▶ **WORK REQUIRED**:
Will you return, word for word, only the lines from the top of the data below down to and including the one with "0 #a1a1a4) drop-shadow(-2px"?

======== SUPPLIED DATA ========

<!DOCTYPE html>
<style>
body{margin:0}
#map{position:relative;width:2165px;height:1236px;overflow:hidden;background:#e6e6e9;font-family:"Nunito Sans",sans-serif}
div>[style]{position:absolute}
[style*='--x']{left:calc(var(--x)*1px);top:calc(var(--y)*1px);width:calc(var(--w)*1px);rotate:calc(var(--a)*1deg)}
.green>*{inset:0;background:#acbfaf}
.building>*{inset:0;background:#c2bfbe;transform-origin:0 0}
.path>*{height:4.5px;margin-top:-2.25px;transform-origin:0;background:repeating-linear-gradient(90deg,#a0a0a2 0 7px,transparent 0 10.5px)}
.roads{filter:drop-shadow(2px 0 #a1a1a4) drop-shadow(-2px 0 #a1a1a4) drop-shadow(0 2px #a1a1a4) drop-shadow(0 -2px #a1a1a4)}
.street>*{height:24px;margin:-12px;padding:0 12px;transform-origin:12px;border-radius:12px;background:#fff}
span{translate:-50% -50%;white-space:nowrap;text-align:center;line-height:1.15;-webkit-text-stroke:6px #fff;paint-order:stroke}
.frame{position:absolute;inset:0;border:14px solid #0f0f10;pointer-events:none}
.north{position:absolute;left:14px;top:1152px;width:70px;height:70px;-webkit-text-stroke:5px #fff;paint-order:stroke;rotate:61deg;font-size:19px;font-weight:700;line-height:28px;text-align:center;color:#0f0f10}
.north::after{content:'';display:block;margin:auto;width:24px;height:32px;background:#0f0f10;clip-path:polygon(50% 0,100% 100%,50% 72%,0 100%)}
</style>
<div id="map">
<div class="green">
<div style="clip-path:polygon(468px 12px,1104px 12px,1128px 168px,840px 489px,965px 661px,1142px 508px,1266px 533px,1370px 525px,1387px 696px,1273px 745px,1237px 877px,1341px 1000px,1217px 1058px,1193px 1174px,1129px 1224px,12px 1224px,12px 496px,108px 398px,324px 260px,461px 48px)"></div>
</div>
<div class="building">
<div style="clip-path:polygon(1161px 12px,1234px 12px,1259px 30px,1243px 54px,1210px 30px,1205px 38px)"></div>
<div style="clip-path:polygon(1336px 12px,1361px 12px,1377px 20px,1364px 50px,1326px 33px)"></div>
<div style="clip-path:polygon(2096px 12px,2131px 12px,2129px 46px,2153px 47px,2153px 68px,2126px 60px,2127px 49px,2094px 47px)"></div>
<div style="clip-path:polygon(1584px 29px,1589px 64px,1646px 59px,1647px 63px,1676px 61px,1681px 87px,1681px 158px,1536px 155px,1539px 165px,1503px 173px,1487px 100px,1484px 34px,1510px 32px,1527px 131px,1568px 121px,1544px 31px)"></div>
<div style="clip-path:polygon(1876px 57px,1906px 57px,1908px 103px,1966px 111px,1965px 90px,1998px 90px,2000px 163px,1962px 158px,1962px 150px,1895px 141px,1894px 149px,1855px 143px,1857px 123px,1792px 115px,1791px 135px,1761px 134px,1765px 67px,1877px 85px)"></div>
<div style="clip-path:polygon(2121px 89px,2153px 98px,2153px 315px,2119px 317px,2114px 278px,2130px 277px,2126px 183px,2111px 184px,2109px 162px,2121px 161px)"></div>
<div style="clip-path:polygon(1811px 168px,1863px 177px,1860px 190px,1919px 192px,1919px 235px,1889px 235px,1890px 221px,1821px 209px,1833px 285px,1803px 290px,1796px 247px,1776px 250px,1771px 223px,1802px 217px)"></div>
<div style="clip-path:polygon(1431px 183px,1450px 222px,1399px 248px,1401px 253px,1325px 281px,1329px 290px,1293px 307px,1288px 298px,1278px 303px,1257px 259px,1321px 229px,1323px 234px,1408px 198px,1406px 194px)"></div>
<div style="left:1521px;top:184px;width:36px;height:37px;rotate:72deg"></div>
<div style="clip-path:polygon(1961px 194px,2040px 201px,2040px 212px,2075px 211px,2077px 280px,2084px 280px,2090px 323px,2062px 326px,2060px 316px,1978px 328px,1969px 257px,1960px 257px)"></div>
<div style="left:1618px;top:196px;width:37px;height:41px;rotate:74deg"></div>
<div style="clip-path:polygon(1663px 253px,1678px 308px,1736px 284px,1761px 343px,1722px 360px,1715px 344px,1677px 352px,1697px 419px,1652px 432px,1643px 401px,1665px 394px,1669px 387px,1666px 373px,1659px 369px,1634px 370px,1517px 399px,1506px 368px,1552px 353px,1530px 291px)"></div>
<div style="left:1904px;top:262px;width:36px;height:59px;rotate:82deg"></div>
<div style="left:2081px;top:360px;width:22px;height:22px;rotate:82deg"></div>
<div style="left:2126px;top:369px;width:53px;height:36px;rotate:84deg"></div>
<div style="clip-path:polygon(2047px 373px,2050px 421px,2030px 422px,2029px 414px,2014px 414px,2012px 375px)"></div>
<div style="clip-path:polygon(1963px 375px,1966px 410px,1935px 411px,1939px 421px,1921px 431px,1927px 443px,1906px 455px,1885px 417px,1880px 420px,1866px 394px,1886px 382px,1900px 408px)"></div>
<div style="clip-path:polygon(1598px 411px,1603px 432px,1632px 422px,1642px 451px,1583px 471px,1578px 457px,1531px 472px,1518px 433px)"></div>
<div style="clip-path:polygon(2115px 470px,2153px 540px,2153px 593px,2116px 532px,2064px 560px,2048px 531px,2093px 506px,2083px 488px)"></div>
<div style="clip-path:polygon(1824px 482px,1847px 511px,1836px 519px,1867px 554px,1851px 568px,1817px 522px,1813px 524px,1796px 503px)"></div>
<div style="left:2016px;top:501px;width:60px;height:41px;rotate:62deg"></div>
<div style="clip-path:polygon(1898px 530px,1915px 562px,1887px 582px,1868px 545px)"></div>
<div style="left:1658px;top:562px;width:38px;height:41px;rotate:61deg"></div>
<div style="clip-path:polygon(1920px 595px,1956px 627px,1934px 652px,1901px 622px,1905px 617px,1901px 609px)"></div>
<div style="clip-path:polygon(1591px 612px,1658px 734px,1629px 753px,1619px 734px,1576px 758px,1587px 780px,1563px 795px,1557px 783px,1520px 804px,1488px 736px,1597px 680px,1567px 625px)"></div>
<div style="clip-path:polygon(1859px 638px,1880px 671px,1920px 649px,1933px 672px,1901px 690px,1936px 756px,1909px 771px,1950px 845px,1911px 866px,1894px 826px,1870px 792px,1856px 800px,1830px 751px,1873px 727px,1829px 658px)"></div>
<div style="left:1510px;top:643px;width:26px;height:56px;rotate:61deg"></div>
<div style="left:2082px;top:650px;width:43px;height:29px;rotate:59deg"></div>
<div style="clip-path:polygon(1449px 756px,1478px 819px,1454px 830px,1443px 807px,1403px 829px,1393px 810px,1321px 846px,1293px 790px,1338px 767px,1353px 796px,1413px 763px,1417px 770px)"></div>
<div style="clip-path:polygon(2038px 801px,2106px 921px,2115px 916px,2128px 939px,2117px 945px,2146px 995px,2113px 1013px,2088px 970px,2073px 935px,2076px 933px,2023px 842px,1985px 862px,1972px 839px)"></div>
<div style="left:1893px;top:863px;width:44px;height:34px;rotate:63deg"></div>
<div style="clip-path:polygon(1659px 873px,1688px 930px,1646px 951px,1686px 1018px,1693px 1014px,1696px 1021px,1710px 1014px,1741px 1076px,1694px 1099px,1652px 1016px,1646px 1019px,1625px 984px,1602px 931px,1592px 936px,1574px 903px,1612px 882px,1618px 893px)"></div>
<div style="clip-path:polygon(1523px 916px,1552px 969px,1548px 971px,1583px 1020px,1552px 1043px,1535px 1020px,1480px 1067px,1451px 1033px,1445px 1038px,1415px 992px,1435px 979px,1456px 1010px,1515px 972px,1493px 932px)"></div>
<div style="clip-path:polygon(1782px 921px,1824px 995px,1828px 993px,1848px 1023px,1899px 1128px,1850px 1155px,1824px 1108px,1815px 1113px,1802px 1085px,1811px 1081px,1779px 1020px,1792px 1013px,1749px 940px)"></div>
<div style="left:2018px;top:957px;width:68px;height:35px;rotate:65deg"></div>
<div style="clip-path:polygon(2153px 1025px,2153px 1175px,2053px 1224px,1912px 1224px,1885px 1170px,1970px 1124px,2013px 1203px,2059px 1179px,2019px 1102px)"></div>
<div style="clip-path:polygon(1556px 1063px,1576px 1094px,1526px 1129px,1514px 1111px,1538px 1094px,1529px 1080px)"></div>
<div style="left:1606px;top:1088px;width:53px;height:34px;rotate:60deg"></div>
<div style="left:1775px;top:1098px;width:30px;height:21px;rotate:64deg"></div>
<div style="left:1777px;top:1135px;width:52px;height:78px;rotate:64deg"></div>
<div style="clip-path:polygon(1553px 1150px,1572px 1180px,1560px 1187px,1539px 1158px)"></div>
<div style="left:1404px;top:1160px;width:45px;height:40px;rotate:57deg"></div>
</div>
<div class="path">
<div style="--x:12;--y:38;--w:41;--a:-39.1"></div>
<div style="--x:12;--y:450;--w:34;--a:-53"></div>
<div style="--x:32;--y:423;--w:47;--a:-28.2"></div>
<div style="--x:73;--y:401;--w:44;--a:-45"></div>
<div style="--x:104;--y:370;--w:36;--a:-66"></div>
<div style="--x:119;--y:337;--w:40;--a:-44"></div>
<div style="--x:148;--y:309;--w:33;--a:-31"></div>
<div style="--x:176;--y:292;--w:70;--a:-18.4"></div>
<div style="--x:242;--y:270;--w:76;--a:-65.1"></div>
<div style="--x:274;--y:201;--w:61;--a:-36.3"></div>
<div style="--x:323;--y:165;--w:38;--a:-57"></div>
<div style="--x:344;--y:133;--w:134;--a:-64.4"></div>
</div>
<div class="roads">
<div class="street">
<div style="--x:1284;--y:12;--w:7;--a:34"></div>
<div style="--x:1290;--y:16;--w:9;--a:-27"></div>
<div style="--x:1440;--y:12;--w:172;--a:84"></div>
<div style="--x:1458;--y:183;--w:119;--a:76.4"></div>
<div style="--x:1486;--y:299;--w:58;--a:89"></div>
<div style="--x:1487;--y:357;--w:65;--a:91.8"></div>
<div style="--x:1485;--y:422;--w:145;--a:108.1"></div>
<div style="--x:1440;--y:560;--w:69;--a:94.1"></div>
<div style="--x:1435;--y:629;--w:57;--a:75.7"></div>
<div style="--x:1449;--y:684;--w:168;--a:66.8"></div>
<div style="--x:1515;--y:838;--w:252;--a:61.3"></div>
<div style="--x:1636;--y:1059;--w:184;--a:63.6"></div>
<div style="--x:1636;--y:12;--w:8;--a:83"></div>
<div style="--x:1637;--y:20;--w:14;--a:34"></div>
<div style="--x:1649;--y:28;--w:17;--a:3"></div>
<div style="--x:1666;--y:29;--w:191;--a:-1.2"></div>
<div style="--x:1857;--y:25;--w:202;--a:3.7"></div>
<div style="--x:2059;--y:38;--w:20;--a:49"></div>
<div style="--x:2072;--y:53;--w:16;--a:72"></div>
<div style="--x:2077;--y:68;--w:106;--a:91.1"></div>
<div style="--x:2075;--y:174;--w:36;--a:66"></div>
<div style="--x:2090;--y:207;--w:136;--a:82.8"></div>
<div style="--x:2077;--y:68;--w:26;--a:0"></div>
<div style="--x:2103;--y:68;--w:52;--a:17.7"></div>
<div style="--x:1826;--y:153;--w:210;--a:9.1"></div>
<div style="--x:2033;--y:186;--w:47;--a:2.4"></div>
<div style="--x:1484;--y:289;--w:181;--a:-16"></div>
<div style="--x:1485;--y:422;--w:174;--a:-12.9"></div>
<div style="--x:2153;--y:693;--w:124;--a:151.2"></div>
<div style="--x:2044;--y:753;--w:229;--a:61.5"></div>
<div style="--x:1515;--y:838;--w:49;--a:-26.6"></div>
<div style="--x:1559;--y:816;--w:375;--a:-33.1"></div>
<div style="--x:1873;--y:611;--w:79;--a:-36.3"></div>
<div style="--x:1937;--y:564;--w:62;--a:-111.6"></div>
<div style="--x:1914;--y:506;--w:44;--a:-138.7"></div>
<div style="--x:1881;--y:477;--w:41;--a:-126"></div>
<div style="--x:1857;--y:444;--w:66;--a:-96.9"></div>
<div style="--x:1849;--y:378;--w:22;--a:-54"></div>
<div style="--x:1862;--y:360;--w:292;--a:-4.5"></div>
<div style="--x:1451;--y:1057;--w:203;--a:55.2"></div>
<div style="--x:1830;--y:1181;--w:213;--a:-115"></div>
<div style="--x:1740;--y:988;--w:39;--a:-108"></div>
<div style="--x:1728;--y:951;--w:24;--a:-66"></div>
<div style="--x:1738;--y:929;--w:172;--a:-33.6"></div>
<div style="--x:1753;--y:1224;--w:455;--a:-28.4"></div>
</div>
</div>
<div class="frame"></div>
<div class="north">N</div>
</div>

========

▶ **RESPONSE FOR THIS EXERCISE**:
<!DOCTYPE html>
<style>
body{margin:0}
#map{position:relative;width:2165px;height:1236px;overflow:hidden;background:#e6e6e9;font-family:"Nunito Sans",sans-serif}
div>[style]{position:absolute}
[style*='--x']{left:calc(var(--x)*1px);top:calc(var(--y)*1px);width:calc(var(--w)*1px);rotate:calc(var(--a)*1deg)}
.green>*{inset:0;background:#acbfaf}
.building>*{inset:0;background:#c2bfbe;transform-origin:0 0}
.path>*{height:4.5px;margin-top:-2.25px;transform-origin:0;background:repeating-linear-gradient(90deg,#a0a0a2 0 7px,transparent 0 10.5px)}
.roads{filter:drop-shadow(2px 0 #a1a1a4) drop-shadow(-2px 0 #a1a1a4) drop-shadow(0 2px #a1a1a4) drop-shadow(0 -2px #a1a1a4)}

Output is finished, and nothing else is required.